Dataset entries
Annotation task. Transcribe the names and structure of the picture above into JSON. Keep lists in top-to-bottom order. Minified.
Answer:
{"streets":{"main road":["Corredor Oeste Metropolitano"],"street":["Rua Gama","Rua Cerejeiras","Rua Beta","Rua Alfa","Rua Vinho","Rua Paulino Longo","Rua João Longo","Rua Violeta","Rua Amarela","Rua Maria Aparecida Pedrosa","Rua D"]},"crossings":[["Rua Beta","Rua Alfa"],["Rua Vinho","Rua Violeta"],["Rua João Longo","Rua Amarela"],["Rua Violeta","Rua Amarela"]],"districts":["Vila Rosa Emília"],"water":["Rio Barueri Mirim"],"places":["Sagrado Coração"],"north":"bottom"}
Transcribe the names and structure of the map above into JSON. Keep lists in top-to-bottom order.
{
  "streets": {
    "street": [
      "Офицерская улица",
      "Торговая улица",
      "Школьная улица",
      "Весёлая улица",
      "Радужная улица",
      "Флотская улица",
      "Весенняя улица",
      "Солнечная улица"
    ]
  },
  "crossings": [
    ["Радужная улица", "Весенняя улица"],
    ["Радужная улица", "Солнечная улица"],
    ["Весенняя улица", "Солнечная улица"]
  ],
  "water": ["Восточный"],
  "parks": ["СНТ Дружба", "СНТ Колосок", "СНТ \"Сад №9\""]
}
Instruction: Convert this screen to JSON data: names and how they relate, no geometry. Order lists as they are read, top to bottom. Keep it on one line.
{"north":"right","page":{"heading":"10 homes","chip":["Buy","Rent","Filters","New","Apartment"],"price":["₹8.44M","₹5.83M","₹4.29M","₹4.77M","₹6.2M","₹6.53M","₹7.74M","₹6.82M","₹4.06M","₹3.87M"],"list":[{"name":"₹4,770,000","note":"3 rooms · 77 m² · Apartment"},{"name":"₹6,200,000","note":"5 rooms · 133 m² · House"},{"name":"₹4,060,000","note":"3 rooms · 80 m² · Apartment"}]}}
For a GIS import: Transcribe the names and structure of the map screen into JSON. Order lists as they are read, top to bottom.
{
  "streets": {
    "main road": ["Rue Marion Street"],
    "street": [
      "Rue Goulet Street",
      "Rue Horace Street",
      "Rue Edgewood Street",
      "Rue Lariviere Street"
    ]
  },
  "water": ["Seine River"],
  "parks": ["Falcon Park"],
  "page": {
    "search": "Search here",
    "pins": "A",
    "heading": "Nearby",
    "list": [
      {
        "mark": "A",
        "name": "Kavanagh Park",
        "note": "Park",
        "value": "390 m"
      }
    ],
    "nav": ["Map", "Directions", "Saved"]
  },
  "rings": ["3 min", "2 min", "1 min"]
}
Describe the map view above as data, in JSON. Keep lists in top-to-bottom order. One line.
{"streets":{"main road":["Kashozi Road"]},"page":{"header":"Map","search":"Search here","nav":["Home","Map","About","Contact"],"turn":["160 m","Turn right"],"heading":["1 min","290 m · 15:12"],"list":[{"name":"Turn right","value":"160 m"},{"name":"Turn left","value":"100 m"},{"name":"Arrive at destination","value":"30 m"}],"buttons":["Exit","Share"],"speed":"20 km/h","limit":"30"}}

Aim of the exercise.
Please output the records shown above, with every character intact.

Output.
Annotation task. Transcribe the names and structure of the picture above into JSON. Keep lists in top-to-bottom order. Minified.
Answer:
{"streets":{"main road":["Corredor Oeste Metropolitano"],"street":["Rua Gama","Rua Cerejeiras","Rua Beta","Rua Alfa","Rua Vinho","Rua Paulino Longo","Rua João Longo","Rua Violeta","Rua Amarela","Rua Maria Aparecida Pedrosa","Rua D"]},"crossings":[["Rua Beta","Rua Alfa"],["Rua Vinho","Rua Violeta"],["Rua João Longo","Rua Amarela"],["Rua Violeta","Rua Amarela"]],"districts":["Vila Rosa Emília"],"water":["Rio Barueri Mirim"],"places":["Sagrado Coração"],"north":"bottom"}
Transcribe the names and structure of the map above into JSON. Keep lists in top-to-bottom order.
{
  "streets": {
    "street": [
      "Офицерская улица",
      "Торговая улица",
      "Школьная улица",
      "Весёлая улица",
      "Радужная улица",
      "Флотская улица",
      "Весенняя улица",
      "Солнечная улица"
    ]
  },
  "crossings": [
    ["Радужная улица", "Весенняя улица"],
    ["Радужная улица", "Солнечная улица"],
    ["Весенняя улица", "Солнечная улица"]
  ],
  "water": ["Восточный"],
  "parks": ["СНТ Дружба", "СНТ Колосок", "СНТ \"Сад №9\""]
}
Instruction: Convert this screen to JSON data: names and how they relate, no geometry. Order lists as they are read, top to bottom. Keep it on one line.
{"north":"right","page":{"heading":"10 homes","chip":["Buy","Rent","Filters","New","Apartment"],"price":["₹8.44M","₹5.83M","₹4.29M","₹4.77M","₹6.2M","₹6.53M","₹7.74M","₹6.82M","₹4.06M","₹3.87M"],"list":[{"name":"₹4,770,000","note":"3 rooms · 77 m² · Apartment"},{"name":"₹6,200,000","note":"5 rooms · 133 m² · House"},{"name":"₹4,060,000","note":"3 rooms · 80 m² · Apartment"}]}}
For a GIS import: Transcribe the names and structure of the map screen into JSON. Order lists as they are read, top to bottom.
{
  "streets": {
    "main road": ["Rue Marion Street"],
    "street": [
      "Rue Goulet Street",
      "Rue Horace Street",
      "Rue Edgewood Street",
      "Rue Lariviere Street"
    ]
  },
  "water": ["Seine River"],
  "parks": ["Falcon Park"],
  "page": {
    "search": "Search here",
    "pins": "A",
    "heading": "Nearby",
    "list": [
      {
        "mark": "A",
        "name": "Kavanagh Park",
        "note": "Park",
        "value": "390 m"
      }
    ],
    "nav": ["Map", "Directions", "Saved"]
  },
  "rings": ["3 min", "2 min", "1 min"]
}
Describe the map view above as data, in JSON. Keep lists in top-to-bottom order. One line.
{"streets":{"main road":["Kashozi Road"]},"page":{"header":"Map","search":"Search here","nav":["Home","Map","About","Contact"],"turn":["160 m","Turn right"],"heading":["1 min","290 m · 15:12"],"list":[{"name":"Turn right","value":"160 m"},{"name":"Turn left","value":"100 m"},{"name":"Arrive at destination","value":"30 m"}],"buttons":["Exit","Share"],"speed":"20 km/h","limit":"30"}}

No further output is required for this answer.